#156 – The 3 Year Anniversary Edition w/ Oude Geuze Boon, Schneider Weisse Aventinus, & Ballast Point
April 16, 2013
Today marks 156 News Journal articles for The Beer Garden. 3 years of devoted, meritorious service. Call me a sentimental fool, but I’m rather proud of the body of work writing this column has created.
You know, it’s funny… I’m never one for milestones, but this is different. Birthday? Big whoop; that would’ve happened anyhow just as long as I eat right and get my exercise. New Year’s Eve? Not to the Chinese, it ain’t. What’s the big deal about selecting one day to be special in our transit around the sun? If you think about it, every day can be a New Year’s Day.
Now, spin out 450 words or so once a week while, hopefully, remaining informative and entertaining in the process? That’s something I’ll acknowledge out of the effort.
Think I’m going to live it up for this review. Why not? Anniversaries only come around once a year, right? Time to get fancy for the occasion.
My favorite beer in the whole world is out right now, so I’ll have to share a couple of other indulgent pleasures with you. Let’s get the party going with some Oude Geuze Boon. Sometimes spelled “gueuze,” this is true traditional Lambic ale; wildly, spontaneously fermented. Lambic takes a very long time to make right – up to 3 years to come up with the different fermented blends and then several more months bottle-conditioning – which is why real geuze costs so much. The result is a Champagne-like body with musty scents of citrus, barnyard and green apple skin. On the palate it’s very dry with tart and sour flavors of lemon and white wine vinegar with some grass and apricot. Sounds odd to the layman, but it’s absolutely incredible.

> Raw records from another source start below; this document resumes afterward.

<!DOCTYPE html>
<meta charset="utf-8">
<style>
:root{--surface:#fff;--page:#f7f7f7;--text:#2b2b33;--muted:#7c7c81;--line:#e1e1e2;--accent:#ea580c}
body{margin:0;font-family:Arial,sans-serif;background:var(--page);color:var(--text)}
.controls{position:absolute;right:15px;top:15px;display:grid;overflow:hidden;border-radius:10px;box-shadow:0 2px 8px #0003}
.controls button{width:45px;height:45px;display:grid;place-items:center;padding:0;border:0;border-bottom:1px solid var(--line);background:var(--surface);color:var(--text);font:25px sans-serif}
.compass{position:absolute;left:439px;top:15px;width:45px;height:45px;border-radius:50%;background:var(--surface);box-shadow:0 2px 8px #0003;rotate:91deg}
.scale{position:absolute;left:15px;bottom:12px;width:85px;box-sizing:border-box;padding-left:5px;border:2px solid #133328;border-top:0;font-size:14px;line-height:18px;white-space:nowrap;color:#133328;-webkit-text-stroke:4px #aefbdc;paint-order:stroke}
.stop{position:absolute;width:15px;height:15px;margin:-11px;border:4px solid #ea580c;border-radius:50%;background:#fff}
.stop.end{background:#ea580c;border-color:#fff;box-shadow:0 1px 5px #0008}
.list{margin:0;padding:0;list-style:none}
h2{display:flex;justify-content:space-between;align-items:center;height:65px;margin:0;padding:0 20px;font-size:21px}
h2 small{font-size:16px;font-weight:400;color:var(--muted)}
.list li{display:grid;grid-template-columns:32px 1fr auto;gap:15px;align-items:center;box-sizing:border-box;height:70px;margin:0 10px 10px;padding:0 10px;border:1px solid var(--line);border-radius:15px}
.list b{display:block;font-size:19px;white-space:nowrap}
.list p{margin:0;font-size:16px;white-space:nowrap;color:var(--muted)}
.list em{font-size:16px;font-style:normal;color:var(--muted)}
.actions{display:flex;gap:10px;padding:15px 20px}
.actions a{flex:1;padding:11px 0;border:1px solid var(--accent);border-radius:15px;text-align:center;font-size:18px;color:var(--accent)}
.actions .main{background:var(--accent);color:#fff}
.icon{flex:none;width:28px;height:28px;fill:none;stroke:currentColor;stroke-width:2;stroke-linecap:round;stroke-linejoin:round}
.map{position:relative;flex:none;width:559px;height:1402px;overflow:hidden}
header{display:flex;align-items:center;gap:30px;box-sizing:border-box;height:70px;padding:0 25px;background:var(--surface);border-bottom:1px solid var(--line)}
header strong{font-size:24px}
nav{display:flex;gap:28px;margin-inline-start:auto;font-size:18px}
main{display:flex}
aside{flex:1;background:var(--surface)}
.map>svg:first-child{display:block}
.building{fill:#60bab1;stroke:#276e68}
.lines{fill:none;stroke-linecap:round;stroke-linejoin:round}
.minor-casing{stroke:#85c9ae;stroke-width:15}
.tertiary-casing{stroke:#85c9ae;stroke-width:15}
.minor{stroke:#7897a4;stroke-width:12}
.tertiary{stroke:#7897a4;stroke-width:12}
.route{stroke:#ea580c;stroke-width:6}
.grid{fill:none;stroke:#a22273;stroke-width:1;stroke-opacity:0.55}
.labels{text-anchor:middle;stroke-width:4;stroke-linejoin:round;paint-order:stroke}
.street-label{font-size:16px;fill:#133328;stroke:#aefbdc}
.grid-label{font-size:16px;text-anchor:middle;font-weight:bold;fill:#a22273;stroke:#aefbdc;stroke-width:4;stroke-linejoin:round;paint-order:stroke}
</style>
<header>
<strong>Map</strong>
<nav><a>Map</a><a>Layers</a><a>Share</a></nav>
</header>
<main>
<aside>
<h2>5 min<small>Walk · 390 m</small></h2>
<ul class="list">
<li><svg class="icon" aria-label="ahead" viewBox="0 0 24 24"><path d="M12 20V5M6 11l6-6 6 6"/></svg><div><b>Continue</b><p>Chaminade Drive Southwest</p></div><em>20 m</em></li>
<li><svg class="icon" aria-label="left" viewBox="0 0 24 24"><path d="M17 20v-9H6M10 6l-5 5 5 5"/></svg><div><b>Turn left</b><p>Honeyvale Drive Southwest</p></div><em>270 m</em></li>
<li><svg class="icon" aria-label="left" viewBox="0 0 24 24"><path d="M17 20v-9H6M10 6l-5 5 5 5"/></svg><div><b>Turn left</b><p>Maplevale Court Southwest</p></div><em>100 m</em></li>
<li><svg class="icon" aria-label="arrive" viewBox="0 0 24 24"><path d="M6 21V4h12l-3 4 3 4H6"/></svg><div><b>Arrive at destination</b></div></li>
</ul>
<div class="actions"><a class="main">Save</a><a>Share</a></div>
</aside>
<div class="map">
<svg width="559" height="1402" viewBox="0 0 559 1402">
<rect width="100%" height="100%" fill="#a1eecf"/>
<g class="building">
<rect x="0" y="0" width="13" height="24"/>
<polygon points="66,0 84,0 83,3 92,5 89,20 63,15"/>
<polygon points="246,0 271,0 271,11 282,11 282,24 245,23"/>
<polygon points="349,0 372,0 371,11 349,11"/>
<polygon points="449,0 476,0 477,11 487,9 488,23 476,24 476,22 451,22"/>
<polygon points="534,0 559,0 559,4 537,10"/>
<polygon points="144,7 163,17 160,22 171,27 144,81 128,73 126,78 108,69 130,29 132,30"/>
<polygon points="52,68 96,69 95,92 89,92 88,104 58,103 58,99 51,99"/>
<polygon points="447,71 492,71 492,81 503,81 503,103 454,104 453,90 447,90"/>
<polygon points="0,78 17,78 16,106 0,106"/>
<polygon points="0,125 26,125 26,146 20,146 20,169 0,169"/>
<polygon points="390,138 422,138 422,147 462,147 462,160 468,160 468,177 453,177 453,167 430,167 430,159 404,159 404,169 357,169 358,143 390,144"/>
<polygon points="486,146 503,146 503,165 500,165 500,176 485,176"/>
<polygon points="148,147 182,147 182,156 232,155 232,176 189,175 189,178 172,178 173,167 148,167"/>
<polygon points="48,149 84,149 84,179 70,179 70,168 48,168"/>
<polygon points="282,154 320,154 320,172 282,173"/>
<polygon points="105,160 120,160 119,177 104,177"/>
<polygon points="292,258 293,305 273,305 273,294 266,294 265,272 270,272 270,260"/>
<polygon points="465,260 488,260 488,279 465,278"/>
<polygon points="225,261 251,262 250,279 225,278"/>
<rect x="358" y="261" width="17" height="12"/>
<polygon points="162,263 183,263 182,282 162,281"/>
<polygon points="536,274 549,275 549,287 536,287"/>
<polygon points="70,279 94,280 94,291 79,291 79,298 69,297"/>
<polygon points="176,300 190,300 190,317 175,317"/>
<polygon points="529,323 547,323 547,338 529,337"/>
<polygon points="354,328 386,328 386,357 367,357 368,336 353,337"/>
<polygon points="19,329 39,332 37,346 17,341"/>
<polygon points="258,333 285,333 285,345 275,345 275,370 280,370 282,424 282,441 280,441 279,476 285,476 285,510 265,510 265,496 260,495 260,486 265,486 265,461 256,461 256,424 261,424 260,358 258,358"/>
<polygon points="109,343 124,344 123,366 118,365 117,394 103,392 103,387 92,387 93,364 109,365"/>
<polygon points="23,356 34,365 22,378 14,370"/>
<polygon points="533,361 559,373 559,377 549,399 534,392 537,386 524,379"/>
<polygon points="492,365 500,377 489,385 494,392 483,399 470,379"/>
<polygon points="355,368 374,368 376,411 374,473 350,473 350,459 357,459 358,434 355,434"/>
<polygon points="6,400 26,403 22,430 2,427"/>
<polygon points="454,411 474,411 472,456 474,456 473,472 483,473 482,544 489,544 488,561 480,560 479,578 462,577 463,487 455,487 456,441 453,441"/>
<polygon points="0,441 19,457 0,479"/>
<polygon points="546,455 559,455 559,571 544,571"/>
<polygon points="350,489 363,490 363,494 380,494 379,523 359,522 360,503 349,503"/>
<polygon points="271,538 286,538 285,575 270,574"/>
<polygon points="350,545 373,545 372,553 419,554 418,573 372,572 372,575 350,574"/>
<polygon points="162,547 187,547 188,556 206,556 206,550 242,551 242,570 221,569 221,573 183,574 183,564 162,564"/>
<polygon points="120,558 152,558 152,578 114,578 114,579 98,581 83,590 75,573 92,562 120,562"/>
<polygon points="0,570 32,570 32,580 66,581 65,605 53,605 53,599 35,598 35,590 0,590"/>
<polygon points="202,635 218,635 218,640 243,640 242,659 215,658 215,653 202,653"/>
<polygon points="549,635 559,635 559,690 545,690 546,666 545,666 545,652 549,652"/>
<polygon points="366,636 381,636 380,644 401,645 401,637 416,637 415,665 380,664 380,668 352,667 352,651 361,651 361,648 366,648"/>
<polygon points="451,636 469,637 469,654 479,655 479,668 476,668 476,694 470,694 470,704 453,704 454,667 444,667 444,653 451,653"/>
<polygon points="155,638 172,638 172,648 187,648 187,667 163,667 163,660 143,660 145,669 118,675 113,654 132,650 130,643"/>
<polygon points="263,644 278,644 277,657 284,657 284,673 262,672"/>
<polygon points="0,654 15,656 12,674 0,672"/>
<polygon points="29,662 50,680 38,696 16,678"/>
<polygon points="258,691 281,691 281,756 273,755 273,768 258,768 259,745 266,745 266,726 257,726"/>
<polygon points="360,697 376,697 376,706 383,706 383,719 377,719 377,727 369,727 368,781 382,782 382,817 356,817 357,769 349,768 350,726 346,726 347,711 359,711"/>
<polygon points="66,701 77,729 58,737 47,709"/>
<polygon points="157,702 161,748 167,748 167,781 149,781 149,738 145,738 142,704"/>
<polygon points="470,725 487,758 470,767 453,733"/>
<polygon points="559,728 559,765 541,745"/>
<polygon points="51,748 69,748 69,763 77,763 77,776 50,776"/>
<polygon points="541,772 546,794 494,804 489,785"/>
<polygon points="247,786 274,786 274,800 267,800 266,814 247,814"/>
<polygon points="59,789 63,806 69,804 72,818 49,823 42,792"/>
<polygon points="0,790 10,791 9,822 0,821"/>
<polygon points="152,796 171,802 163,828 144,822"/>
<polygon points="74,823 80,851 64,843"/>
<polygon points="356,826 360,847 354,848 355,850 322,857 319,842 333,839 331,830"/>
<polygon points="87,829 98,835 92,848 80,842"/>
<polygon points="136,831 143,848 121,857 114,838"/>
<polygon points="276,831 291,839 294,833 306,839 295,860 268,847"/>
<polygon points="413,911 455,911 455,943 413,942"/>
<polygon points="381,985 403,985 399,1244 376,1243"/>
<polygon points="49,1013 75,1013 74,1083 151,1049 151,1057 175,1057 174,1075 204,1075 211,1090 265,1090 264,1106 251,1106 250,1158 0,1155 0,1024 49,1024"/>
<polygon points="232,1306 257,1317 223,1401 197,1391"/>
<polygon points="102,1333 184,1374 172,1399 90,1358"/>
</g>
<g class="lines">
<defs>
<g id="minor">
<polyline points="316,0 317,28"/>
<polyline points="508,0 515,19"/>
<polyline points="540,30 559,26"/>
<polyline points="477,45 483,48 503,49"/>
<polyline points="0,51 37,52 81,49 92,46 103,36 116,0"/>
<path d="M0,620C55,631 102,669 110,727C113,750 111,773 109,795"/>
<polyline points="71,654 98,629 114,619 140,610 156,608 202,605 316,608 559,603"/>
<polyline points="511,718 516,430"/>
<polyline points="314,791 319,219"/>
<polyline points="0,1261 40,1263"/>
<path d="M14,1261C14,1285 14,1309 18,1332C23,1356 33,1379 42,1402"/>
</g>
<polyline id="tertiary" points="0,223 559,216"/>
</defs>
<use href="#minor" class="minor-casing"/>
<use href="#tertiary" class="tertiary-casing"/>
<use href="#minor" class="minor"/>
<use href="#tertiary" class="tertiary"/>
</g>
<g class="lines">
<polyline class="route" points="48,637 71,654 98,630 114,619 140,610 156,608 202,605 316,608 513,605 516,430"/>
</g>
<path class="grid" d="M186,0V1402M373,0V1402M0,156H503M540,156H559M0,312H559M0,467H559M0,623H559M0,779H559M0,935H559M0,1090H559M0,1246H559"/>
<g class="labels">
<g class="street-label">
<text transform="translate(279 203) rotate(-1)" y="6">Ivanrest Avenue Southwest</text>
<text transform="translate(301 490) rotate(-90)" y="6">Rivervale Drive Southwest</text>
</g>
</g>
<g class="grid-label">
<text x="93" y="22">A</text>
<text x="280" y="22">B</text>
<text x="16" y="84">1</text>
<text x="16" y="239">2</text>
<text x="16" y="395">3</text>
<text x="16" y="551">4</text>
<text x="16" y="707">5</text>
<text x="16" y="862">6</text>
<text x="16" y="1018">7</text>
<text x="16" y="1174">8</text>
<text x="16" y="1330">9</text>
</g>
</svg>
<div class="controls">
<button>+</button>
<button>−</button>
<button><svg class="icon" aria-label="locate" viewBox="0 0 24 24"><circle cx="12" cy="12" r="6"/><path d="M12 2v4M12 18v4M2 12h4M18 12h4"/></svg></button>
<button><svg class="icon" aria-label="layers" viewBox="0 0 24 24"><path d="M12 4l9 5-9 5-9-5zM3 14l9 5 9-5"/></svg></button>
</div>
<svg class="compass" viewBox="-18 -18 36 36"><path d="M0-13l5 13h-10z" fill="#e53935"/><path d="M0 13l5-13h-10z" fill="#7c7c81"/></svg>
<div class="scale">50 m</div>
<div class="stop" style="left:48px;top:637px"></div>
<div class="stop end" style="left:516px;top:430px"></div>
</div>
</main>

Going back to my German roots, I’ve decided upon the Schneider Weisse Aventinus Weizen-Eisbock. I first tried an eisbock when I was in the Taunus region outside of Frankfurt years ago. This one is world-class. Eisbock is stronger than usual beer, achieved by freezing the water out of dopplebock as it’s fermenting leaving behind concentrated flavors and alcohol. Aventinus’ is wheat-based, basically creating a burly hefeweizen. All the lemon, clove, banana and bubblegum is where it should be but delivered in a rich, almost syrupy vehicle instead of the traditional fluffy, creamy textures weizen is known for. Additional hits of honey and rum show up around the finish. Beware of the warming 12% alcohol.
We’ll close out this shindig with something dark and intensely flavorful; Ballast Point Victory At Sea Coffee Vanilla Imperial Porter. To be succinct: roasty, toasty, espresso, vanilla, chocolatey, smoky, silky, rich. Like someone spiked a mochaccino with Haagen-dazs. Simply incredible.